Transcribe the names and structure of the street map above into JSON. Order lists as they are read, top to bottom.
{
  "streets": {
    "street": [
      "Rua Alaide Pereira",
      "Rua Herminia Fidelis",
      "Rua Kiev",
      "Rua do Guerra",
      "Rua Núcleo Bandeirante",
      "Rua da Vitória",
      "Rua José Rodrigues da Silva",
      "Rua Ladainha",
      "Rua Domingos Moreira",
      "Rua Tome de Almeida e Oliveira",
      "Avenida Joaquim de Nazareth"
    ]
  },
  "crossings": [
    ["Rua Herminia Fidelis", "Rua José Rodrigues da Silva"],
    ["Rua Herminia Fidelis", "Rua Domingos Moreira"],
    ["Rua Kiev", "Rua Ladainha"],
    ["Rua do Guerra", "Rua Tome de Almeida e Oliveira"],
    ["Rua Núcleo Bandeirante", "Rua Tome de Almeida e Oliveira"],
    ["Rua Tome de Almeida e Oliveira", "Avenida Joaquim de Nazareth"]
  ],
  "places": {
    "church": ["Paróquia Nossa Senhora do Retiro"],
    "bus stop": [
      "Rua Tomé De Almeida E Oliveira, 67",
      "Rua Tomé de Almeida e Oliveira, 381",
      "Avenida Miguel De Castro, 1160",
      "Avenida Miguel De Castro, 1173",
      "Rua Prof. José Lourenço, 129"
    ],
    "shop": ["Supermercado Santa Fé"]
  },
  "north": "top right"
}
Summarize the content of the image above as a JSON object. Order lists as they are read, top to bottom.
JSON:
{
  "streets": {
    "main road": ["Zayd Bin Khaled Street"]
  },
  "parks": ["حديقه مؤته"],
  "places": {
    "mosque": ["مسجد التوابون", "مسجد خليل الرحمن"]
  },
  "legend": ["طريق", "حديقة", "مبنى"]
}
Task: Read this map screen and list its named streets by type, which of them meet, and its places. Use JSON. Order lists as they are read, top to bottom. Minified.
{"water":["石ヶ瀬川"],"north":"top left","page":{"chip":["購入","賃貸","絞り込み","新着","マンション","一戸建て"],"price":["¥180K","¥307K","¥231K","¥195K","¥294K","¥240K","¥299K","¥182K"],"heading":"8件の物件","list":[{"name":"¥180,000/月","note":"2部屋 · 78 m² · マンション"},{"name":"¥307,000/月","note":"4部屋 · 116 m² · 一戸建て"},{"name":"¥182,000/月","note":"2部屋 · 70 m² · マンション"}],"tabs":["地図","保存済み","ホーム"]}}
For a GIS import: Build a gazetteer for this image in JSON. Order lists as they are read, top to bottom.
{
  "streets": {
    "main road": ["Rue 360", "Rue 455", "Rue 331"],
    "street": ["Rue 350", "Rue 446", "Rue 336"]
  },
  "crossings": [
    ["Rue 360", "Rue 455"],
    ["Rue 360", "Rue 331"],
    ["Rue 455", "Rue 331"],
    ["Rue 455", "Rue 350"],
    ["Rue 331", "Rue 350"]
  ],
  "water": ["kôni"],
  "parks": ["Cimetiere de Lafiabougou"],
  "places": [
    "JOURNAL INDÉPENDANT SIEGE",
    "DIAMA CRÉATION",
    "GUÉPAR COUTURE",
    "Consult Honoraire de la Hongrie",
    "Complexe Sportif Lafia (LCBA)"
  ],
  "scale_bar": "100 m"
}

-*-

Lines from the one containing "For a GIS import: Build" to the end of the data are to be printed exactly, including the first and last.

Exercise solution:
For a GIS import: Build a gazetteer for this image in JSON. Order lists as they are read, top to bottom.
{
  "streets": {
    "main road": ["Rue 360", "Rue 455", "Rue 331"],
    "street": ["Rue 350", "Rue 446", "Rue 336"]
  },
  "crossings": [
    ["Rue 360", "Rue 455"],
    ["Rue 360", "Rue 331"],
    ["Rue 455", "Rue 331"],
    ["Rue 455", "Rue 350"],
    ["Rue 331", "Rue 350"]
  ],
  "water": ["kôni"],
  "parks": ["Cimetiere de Lafiabougou"],
  "places": [
    "JOURNAL INDÉPENDANT SIEGE",
    "DIAMA CRÉATION",
    "GUÉPAR COUTURE",
    "Consult Honoraire de la Hongrie",
    "Complexe Sportif Lafia (LCBA)"
  ],
  "scale_bar": "100 m"
}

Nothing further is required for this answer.